Expanding Round-robin tournament 1v1 to a 1v1v1v1

我正在尝试将循环算法从 1v1 组扩展和改进为 1v1v1v1 组(类似于所有人免费)。我已经制定了功能本身来执行时间表,但是当我尝试扩展它时,一些团队重复了。例如,我有 16 支球队,我想进行 5 轮比赛,球队 1 在 5 轮比赛中出现 7 次,球队 2 在 5 轮比赛中出现 3 次。我需要他们在 most.I 出现 5 次,真的不明白我该怎么做。欢迎任何建议和链接。
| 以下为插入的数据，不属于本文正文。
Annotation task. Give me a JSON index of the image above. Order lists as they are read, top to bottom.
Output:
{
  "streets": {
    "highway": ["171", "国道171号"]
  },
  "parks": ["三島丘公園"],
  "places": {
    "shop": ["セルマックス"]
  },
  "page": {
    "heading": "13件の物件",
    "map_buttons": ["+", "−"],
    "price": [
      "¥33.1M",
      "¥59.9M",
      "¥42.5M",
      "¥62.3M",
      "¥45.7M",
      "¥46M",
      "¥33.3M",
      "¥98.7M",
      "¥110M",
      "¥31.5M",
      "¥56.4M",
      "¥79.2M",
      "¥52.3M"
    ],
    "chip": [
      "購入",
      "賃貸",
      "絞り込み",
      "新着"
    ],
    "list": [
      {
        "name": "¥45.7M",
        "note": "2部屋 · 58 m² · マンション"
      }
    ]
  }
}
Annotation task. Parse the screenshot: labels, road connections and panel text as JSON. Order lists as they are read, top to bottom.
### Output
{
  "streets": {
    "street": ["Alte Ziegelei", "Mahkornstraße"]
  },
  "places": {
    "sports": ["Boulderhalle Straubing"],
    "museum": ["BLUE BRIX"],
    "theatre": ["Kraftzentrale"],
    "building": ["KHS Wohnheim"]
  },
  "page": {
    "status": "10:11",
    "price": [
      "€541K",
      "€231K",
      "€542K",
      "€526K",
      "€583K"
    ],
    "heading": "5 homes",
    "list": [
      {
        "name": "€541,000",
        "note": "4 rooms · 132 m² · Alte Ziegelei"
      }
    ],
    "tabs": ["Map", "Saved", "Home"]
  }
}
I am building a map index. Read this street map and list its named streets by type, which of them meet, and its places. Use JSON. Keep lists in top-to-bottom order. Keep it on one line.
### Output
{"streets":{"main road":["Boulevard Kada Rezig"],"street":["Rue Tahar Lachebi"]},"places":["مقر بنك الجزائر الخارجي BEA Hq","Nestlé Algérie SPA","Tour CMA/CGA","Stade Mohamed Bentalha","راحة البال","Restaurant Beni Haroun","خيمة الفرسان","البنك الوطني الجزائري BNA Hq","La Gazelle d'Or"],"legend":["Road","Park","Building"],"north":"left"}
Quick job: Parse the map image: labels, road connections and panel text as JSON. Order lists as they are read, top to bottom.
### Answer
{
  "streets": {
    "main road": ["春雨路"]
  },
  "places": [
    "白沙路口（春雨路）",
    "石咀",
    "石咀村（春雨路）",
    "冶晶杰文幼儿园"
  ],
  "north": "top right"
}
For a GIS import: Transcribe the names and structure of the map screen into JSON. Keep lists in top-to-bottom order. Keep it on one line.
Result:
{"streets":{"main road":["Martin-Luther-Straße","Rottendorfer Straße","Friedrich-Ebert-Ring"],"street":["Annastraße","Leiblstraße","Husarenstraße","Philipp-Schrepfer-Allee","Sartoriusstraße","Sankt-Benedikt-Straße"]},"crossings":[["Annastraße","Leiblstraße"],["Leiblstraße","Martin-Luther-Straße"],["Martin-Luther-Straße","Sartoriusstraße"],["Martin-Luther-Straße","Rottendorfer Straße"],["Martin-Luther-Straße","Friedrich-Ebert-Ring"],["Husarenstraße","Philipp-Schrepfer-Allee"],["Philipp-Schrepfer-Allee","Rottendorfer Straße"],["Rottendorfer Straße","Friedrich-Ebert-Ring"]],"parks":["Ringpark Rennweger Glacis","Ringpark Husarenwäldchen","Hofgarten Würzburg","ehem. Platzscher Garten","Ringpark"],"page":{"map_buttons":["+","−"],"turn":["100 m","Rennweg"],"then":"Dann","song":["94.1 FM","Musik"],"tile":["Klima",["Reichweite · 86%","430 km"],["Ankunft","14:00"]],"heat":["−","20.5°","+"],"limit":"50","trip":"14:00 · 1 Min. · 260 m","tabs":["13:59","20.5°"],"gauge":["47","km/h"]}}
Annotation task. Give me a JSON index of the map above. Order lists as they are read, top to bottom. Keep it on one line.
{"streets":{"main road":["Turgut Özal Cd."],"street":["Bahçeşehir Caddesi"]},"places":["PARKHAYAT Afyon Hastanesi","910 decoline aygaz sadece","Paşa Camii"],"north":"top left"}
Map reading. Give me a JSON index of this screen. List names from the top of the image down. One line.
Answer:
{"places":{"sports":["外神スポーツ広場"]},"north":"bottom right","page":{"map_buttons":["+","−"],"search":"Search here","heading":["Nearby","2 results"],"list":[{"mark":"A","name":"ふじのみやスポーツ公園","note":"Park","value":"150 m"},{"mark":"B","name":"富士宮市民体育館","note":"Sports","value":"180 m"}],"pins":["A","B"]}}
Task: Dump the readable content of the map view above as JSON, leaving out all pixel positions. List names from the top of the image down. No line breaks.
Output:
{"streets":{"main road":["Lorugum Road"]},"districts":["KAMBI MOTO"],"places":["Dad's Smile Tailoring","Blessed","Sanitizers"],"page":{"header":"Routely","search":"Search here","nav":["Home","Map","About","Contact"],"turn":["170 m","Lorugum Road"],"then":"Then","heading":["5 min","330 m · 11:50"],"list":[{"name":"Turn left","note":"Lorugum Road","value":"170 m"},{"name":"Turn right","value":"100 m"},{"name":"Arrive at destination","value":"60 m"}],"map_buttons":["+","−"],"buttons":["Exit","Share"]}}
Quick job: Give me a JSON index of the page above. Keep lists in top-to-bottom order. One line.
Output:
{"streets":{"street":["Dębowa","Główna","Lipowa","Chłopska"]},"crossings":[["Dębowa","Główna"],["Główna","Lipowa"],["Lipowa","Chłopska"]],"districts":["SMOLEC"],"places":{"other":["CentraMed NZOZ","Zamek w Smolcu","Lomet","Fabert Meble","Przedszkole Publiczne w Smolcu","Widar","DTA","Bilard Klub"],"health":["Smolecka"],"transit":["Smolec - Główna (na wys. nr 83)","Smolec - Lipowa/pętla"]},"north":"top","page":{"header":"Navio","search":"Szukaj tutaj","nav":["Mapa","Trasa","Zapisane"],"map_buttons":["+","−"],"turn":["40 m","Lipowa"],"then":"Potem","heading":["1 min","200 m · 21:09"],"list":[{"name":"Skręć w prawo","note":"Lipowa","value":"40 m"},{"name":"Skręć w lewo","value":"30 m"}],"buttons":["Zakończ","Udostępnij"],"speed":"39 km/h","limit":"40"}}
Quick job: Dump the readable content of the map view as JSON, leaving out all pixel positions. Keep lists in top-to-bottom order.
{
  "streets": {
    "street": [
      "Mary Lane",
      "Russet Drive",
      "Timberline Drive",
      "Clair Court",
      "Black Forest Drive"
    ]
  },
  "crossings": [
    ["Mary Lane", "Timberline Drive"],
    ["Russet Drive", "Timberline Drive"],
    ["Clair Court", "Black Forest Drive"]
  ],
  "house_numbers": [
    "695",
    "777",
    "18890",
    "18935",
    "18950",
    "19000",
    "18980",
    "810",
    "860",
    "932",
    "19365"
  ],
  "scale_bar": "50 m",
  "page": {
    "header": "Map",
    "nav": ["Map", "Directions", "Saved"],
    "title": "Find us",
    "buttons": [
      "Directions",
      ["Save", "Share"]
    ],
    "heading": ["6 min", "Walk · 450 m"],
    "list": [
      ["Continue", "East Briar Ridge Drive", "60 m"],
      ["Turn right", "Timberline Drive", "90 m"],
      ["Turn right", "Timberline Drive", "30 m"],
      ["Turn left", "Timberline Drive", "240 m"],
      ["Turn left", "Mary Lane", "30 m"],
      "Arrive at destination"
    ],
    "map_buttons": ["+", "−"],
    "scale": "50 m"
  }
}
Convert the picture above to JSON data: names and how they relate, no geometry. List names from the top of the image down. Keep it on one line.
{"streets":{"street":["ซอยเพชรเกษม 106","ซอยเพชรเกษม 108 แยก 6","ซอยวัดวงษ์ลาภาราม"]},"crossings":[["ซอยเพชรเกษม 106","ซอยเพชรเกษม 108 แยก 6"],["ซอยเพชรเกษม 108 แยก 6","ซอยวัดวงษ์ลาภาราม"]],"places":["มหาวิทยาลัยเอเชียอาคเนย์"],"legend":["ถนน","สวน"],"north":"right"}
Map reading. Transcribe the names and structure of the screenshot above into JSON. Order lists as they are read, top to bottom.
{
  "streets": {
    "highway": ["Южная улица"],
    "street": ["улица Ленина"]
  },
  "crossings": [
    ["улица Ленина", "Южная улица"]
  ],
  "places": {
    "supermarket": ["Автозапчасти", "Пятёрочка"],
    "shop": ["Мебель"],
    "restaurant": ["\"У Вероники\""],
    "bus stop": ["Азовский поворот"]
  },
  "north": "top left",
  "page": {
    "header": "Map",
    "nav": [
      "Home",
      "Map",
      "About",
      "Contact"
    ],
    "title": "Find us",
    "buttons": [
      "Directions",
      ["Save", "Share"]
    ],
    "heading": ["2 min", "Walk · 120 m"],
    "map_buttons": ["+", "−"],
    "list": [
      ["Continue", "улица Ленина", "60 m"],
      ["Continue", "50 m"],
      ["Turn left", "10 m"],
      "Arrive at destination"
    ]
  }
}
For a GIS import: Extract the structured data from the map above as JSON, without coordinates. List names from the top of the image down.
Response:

function make_schedule(array $teams, int $rounds = null, bool $shuffle = true, int $seed = null): array
{


    $teamCount = count($teams);


   if($teamCount < 4) {
        return [];
    }
    //Account for odd number of teams by adding a bye
    if($teamCount % 2 === 1) {
        array_push($teams, null);
        $teamCount += 1;
    }
    if($shuffle) {
        //Seed shuffle with random_int for better randomness if seed is null
        srand($seed ?? random_int(PHP_INT_MIN, PHP_INT_MAX));
        shuffle($teams);
    } elseif(!is_null($seed)) {
        //Generate friendly notice that seed is set but shuffle is set to false
        trigger_error('Seed parameter has no effect when shuffle parameter is set to false');
    }
    $quadTeamCount = $teamCount / 4;
    if($rounds === null) {
        $rounds = $teamCount - 1;
    }

    $schedule = [];

    for($round = 1; $round <= $rounds; $round += 1) {
        $matchupPrev = null;

        foreach($teams as $key => $team) {
            if($key >= $quadTeamCount ) {
                break;
            }

            $keyCount = $key + $quadTeamCount;
            $keyCount2 = $key + $quadTeamCount + 1;
            $keyCount3 = $key + $quadTeamCount + 2;


            $team1 = $team;
            $team2 = $teams[$keyCount];
            $team3 = $teams[$keyCount2];
            $team4 = $teams[$keyCount3];


            //echo "<pre>Round #{$round}: {$team1} - {$team2} - {$team3} - {$team4} == KeyCount: {$keyCount} == KeyCount2: {$keyCount2} == KeyCount3: {$keyCount3}</pre>";

            //Home-away swapping
            $matchup = $round % 2 === 0 ? [$team1, $team2, $team3, $team4 ] : [$team2, $team1, $team4, $team3];

            $schedule[$round][] = $matchup ;
        }
        rotate($teams);
    }

    return $schedule;
}

旋转功能:

   function rotate(array &$items)
{
    $itemCount = count($items);
    if($itemCount < 3) {
        return;
    }
    $lastIndex = $itemCount - 1;
    /**
     * Though not technically part of the round-robin algorithm, odd-even 
     * factor differentiation included to have intuitive behavior for arrays 
     * with an odd number of elements
     */
    $factor = (int) ($itemCount % 2 === 0 ? $itemCount / 2 : ($itemCount / 2) + 1);
    $topRightIndex = $factor - 1;
    $topRightItem = $items[$topRightIndex];
    $bottomLeftIndex = $factor;
    $bottomLeftItem = $items[$bottomLeftIndex];
    for($i = $topRightIndex; $i > 0; $i -= 1) {
        $items[$i] = $items[$i - 1];
    }
    for($i = $bottomLeftIndex; $i < $lastIndex; $i += 1) {
        $items[$i] = $items[$i + 1];
    }
    $items[1] = $bottomLeftItem;
    $items[$lastIndex] = $topRightItem;
}

例如:

如果我将轮数设置为 5,则每支球队进行 5 场比赛。 Array example Screenshot

处理第5轮:

好吧,我想了一下,也许没有办法让他们不重复地玩,但是如果把它降低到最低限度,比如每支球队应该只玩 5 次——这意味着一轮.我正是这个意思。我在 'they repeat' 下的意思是:16 支球队,5 轮,有些球队在所有这些轮中进行了 7 次,而其他球队在这 5 轮中进行了 3 次。我想避免这种情况,让每支球队最多打5轮。

你的 foreach() 与其他 3 个团队的 selection 是错误的。其中之一必须以 4 的倍数进行步数。如果不这样做,您将 select 开头的团队多于一个,而根本不会 select 数组末尾的团队。这将导致像这样的错误团队对决(这里的团队是字母):

abcd
bcde
cdef
defg

然后你的 break; 成功了。

相反,它应该看起来像这样:

for ($i=0; $i<4; $i++) {
    $matchup = array();
    for ($j=0; $j<4; $j++) {
        $matchup[] = $teams[4*$i+$j];
    }
    $schedule[$round][] = $matchup ;
}

这样你就得到了以下配对(同样,使用字母作为团队):

abcd
efgh
ijkl
mnop

此算法会将团队列表分成四组:

abcd|efgh|ijkl|mnop

请记住,根据下一轮 $teams 数组的洗牌,您可能会遇到同一个对手两次。

adei|klnf|gjmc|pobh

这里 adklop 队将再次相遇。